Hotels ein Jahr lang ohne Mehrwertsteuer
Ganz knapp, mit 93 zu 92 Stimmen bei 5 Enthaltungen, wurde eine Motion angenommen, die die Leistungen der Hotellerie im Jahr 2012 von der Mehrwertsteuer befreien will. Das soll mit einem dringlichen Bundebeschluss umgesetzt werden. Dem müsste allerdings auch der Ständerat noch zustimmen. Die kleine Kammer wird den Vorstoss frühestens in der Frühjahssession vom kommenden März beraten.

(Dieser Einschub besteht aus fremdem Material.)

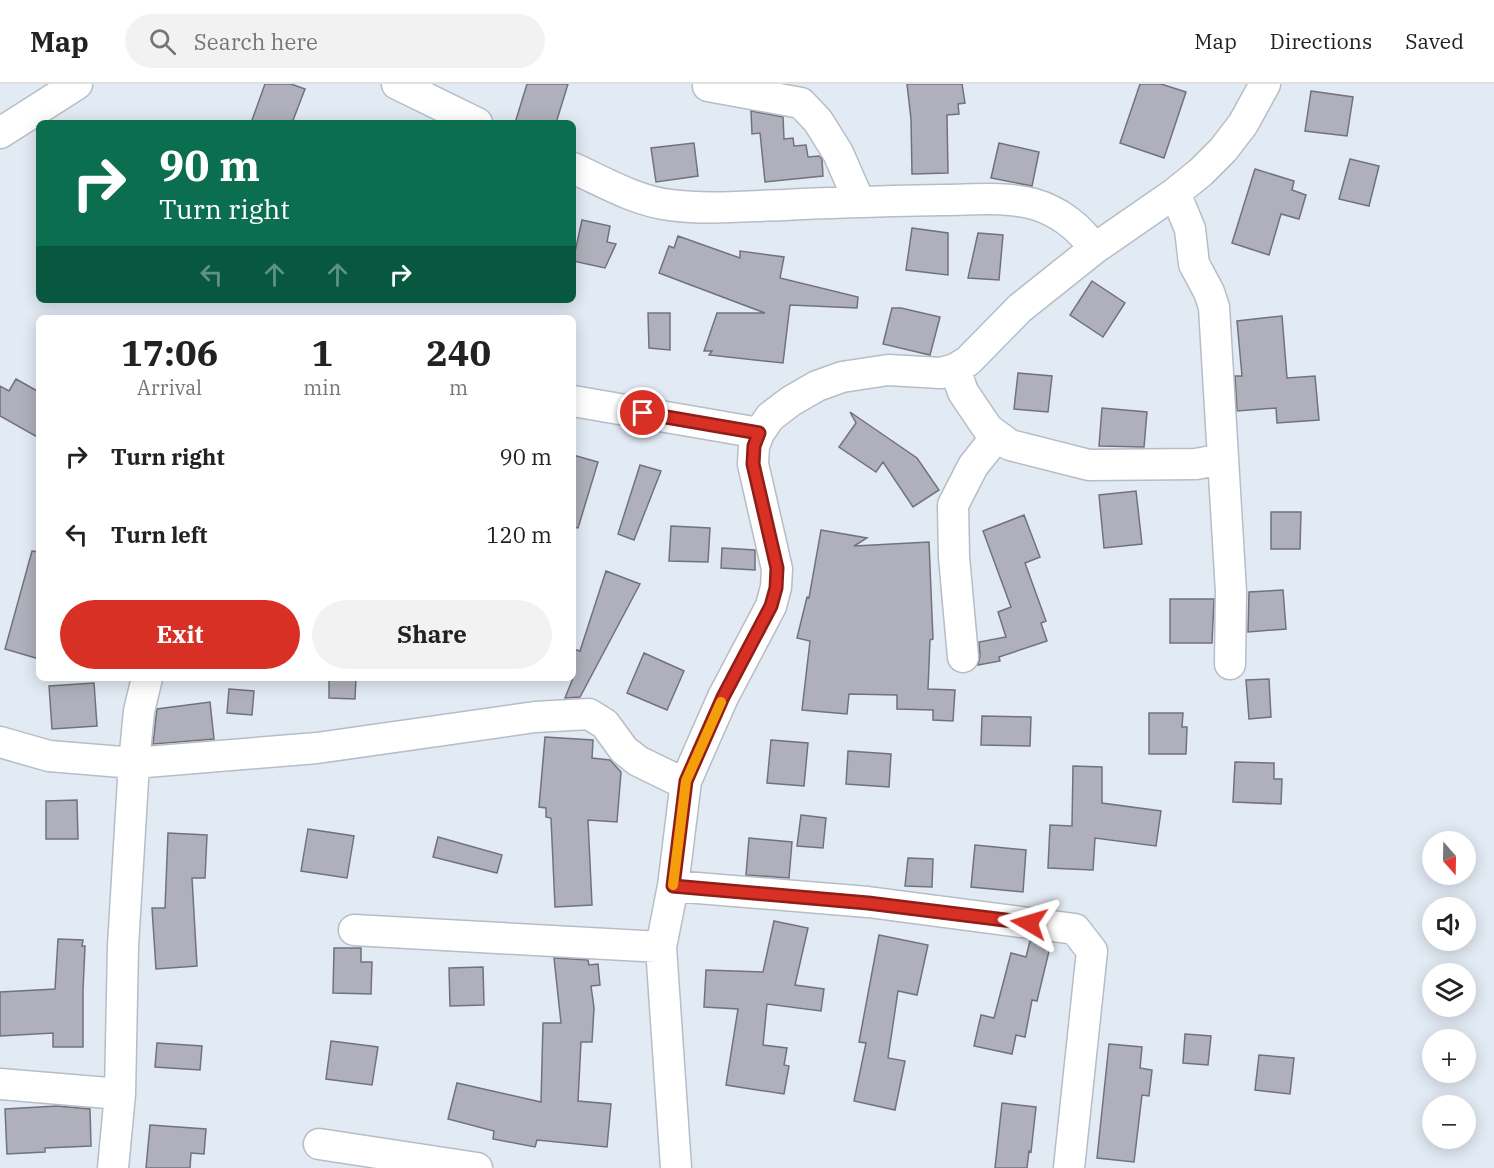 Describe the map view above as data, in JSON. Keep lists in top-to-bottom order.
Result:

«Höchste Zeit, dass wir da etwas tun»
Für diese Motion zuständig ist SVP-Nationalrat Adrian Amstutz. Laut Amstutz sei die Schweizer Hotellerie stark abhängig von ausländischen Gästen und damit besonders betroffen vom starken Franken. Die Logiernächte seien in diesem Jahr drastisch zurückgegangen und dies werde nächstes Jahr so weiter gehen. «Es sind nicht nur die Ferienregionen betroffen, sondern jetzt kommen auch die Städte dran. Es ist höchste Zeit, dass wir da etwas tun», sagte Amstutz gegenüber Schweizer Radio DRS.
Ein ähnlicher Vorstoss, der die gesamte Tourismusindustrie befristet von der Mehrwertsteuer befreien wollte, dem Bundesrat aber etwas mehr Spielraum gelassen hätte, hatte im Rat dagegen keine Chance.
Unternehmen entlasten
Zugestimmt wurde auch einer Motion der FDP. Damit wird der Bundesrat beauftragt, dem Parlament bis spätestens zum 31. März 2012 die Botschaft für eine Unternehmenssteuerreform III vorzulegen. Diese soll auch mit einer Senkung gesamthaften Steuerbelastung für die Unternehmen verbunden sein.
Damit folgte der Rat den Wirtschaftsvertretern, die das Rezept gegen die Frankenstärke in besseren Bedingungen für die Unternehmen sahen. So forderte etwa Philipp Müller von der FDP eine «Fitnesskur für die Schweiz». Das heisse in erster Linie tiefere Steuern und Abgaben und eine administrative Entlastung der Unternehmen.
Keine Schnellschüsse
Die Grünliberalen sahen die Möglichkeiten der Politik beschränkt. Sie könne kurzfristig nichts Vernünftiges gegen die Frankenstärke unternehmen. Standortvorteile dürften nicht durch überstürzte und kaum wirksame Massnahmen in Frage gestellt werden, sagte Roland Fischer. Die Grünliberalen lehnten daher praktisch alle vorgeschlagenen Massnahmen ab.
Nationalbank soll handeln
SVP-Nationalrat Peter Spuhler spielte den Ball der Nationalbank zu. Der Politik seien «relativ stark» die Hände gebunden. Ziel könne am Schluss nur ein schwächerer Franken sein. Die Nationalbank müsse daher «mutiger sein und ihren Job machen».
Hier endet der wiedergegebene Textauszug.